A relatively uneventful month of amblin’ found Zack well into Colorado Territory, in the late afternoon, facing a sight he’d never seen. He’d heard about, but never quite gotten around to seein’, the White Sands of New Mexico, but the descriptions he’d heard of them had not prepared him for this: before him lay a stretch of huge, dun colored sand dunes, the tallest of which couldn’t have been less than a coupla hundred feet high. They reposed, in ancient sleepiness, near the northern portion of a long, flat valley; bordered on all sides by low, unprepossessing hills. This was certainly not the way he’d pictured Colorado country from old Joe’s Sample’s colorful descriptions and tall tales. The land that he had crossed up till now resembled New Mexico and Arizona more’n anythin’ else. Yet now these sinuous pyramids of sand rose starkly light-brown before him, like somethin' from a book of tales about the Great African Desert, or Araby.

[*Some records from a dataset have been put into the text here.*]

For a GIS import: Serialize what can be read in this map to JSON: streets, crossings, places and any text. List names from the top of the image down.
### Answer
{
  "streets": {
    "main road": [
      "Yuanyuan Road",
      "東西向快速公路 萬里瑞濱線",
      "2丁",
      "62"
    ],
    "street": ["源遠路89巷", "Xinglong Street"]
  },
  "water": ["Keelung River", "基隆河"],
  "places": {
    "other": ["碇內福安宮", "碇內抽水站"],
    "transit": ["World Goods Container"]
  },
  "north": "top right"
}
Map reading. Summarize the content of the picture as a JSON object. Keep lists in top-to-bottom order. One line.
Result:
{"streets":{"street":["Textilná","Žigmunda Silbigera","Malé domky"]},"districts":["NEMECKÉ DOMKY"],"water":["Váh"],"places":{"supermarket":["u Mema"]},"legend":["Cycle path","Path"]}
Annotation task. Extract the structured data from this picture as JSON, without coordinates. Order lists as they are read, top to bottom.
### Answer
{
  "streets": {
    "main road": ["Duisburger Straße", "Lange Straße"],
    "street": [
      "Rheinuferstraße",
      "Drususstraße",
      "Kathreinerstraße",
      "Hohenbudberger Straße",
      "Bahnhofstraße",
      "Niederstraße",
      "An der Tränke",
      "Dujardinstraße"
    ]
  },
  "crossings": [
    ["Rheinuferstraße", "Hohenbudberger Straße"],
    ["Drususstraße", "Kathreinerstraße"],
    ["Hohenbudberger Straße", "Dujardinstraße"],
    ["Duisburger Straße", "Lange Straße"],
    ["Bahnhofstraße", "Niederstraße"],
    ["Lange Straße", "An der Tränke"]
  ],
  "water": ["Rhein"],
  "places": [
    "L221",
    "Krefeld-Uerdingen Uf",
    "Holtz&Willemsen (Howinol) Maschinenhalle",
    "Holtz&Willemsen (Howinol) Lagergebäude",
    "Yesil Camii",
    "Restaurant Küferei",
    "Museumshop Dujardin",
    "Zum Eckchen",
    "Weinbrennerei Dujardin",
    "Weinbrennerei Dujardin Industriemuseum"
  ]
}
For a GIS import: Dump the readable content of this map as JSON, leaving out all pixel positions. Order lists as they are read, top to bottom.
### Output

It was right warm this summer out on the high New Mexico plateau. Zack sat with his back up against a stunted pine tree, fortuitously curved to fit his frame, eating the nuts he had shaken down and then laboriously harvrsted with the sharp tip of his Bowie knife, looking longingly at the inviting prospect of the not-too-distant hills and mountains ahead, with their shady scrub forests and occasional fast flowing mountain streams. With any luck, he hoped to be within their cool confines by sundown, a fat trout spitted over his campfire and his feet propped up on his saddle. Jezebelle, unexpectedly, and for no apparent reason, gave out a nervous whinny.
“What’sa’matter girl? Hear a rattler, or a 'Pache?” He listened carefully to the slight sounds elicited by the wind through the scrubbrush. “Naw,” he opined aloud, “more likely you’re just a-hankerin’ to be up in those hills, same as me.” He made a comforting clucking sound and she immediately came over to him. He stood up, offering her his last handful of piñon nuts, brushing the husks and pine cone pieces from his lap, and the dusty brown dirt from his seat. She accepted his offering, and as he wiped the salty sweat crust from his brow and then pulled his broad-brimmed felt hat back down over his curly, reddish-blonde hair (ever-so-slightly interspersed with an occasional strand of gray), he peered intently towards those enticing foothills, attempting to pick out the most likely path into, and upwards, through them. After a moment’s hesitation, he mounted, gave the mare a pat on the neck, and said: “C’mon now ‘Belle. ‘Hain’t got all day to be a-lollygaggin’ ‘roun’, gettin’ what brains we got fried.”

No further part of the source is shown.